While some vegetables are high in FODMAPs, others are low and can be enjoyed freely. These include spinach, carrots, bell peppers, and tomatoes. Diversify your plate with colorful, nutrient-rich options.

Experiment with Alternative Milks

If lactose is an issue, try lactose-free milk, almond milk, or coconut milk as dairy substitutes. Ensure they are fortified with essential nutrients like calcium and vitamin D.

Improving Tolerance of FODMAPs

For many, the goal is not to permanently eliminate high-FODMAP foods but to improve tolerance over time. Check out my article on the foundations of gut health and consider the following strategies:

Gradual Reintroduction

 Once initial symptoms have subsided, slowly reintroduce high-FODMAP foods one at a time to identify specific triggers. This process should be done under the guidance of a healthcare professional or a registered dietitian.

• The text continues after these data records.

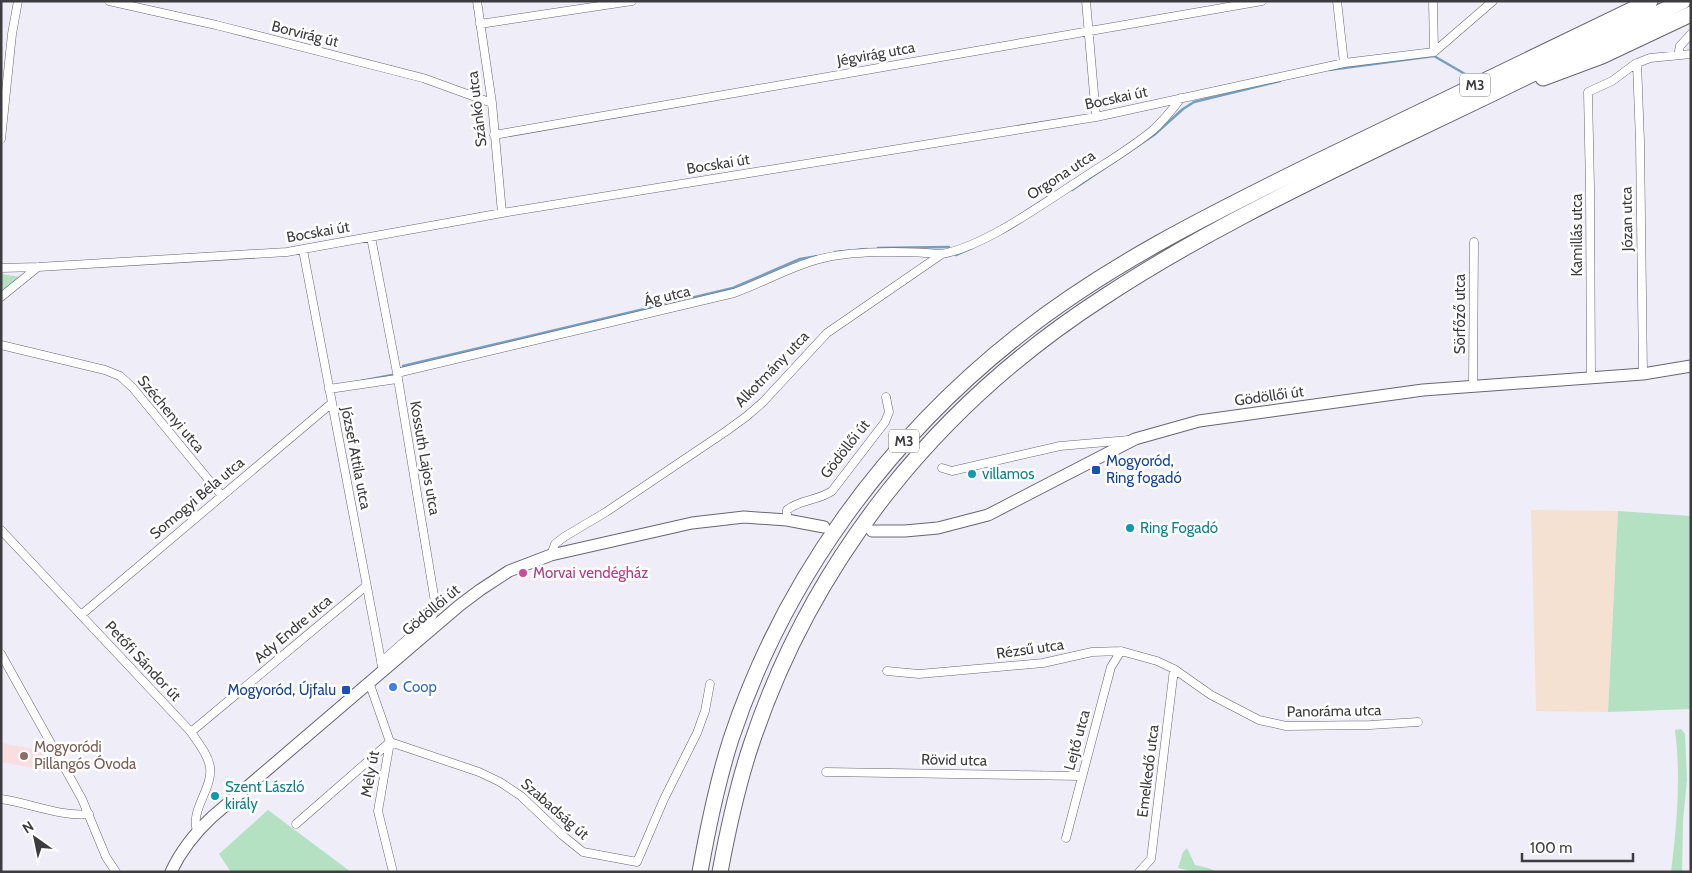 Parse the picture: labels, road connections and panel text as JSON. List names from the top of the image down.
{
  "streets": {
    "highway": ["M3"],
    "main road": ["Gödöllői út"],
    "street": [
      "Borvirág út",
      "Jégvirág utca",
      "Bocskai út",
      "Szánkó utca",
      "Orgona utca",
      "Józan utca",
      "Kamillás utca",
      "Ág utca",
      "Sörfőző utca",
      "Alkotmány utca",
      "Széchenyi utca",
      "József Attila utca",
      "Kossuth Lajos utca",
      "Somogyi Béla utca",
      "Ady Endre utca",
      "Rézsű utca",
      "Petőfi Sándor út",
      "Panoráma utca",
      "Lejtő utca",
      "Rövid utca",
      "Emelkedő utca",
      "Mély út",
      "Szabadság út"
    ]
  },
  "crossings": [
    ["Borvirág út", "Szánkó utca"],
    ["Jégvirág utca", "Szánkó utca"],
    ["Bocskai út", "Szánkó utca"],
    ["Bocskai út", "Orgona utca"],
    ["Bocskai út", "József Attila utca"],
    ["Bocskai út", "Kossuth Lajos utca"],
    ["Orgona utca", "Ág utca"],
    ["Orgona utca", "Alkotmány utca"],
    ["Józan utca", "Kamillás utca"],
    ["Józan utca", "Gödöllői út"],
    ["Kamillás utca", "Gödöllői út"],
    ["Ág utca", "Alkotmány utca"],
    ["Ág utca", "József Attila utca"],
    ["Ág utca", "Kossuth Lajos utca"],
    ["Sörfőző utca", "Gödöllői út"],
    ["Alkotmány utca", "Gödöllői út"],
    ["Gödöllői út", "József Attila utca"],
    ["Gödöllői út", "Kossuth Lajos utca"],
    ["Gödöllői út", "Petőfi Sándor út"],
    ["Gödöllői út", "Mély út"],
    ["Széchenyi utca", "Somogyi Béla utca"],
    ["József Attila utca", "Kossuth Lajos utca"],
    ["József Attila utca", "Somogyi Béla utca"],
    ["József Attila utca", "Ady Endre utca"],
    ["Somogyi Béla utca", "Petőfi Sándor út"],
    ["Ady Endre utca", "Petőfi Sándor út"],
    ["Rézsű utca", "Panoráma utca"],
    ["Rézsű utca", "Lejtő utca"],
    ["Rézsű utca", "Emelkedő utca"],
    ["Panoráma utca", "Emelkedő utca"],
    ["Lejtő utca", "Rövid utca"],
    ["Mély út", "Szabadság út"]
  ],
  "places": {
    "transit": ["Mogyoród, Ring fogadó", "Mogyoród, Újfalu"],
    "other": [
      "villamos",
      "Ring Fogadó",
      "Morvai vendégház",
      "Coop",
      "Mogyoródi Pillangós Óvoda",
      "Szent László király"
    ]
  },
  "scale_bar": "100 m",
  "north": "top left"
}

Probiotics can help promote a healthy balance of gut bacteria, potentially improving tolerance to FODMAPs. Yogurts containing probiotics or probiotic supplements can be beneficial, but individual responses may vary.

Mindful Eating

Pay attention to portion sizes and eating habits. Large meals or eating too quickly can contribute to digestive discomfort. Chew food thoroughly and savor the flavors to aid digestion. Head over the The Center for Mindful Eating’s site for helpful resources.

Stress Management

Stress can exacerbate digestive symptoms. Incorporate stress-reducing activities such as meditation, yoga, or deep breathing exercises to support overall gut health.

Consult a Professional

If symptoms persist or worsen, seek guidance from a healthcare professional or a registered dietitian specializing in digestive health. They can provide personalized advice and create a plan tailored to your specific needs.


Understanding the impact of FODMAPs on gut health empowers individuals to make informed choices for a happier digestive system. While a low-FODMAP diet may offer relief for those with specific gastrointestinal conditions, it is essential to maintain a balanced and nutritious eating plan. By incorporating low-FODMAP alternatives, embracing a variety of nutrient-dense foods, and gradually reintroducing higher-FODMAP options, individuals can achieve a well-rounded diet while improving their tolerance over time. Always consult with healthcare professionals for personalized guidance, ensuring that your journey to a happier gut is both effective and sustainable.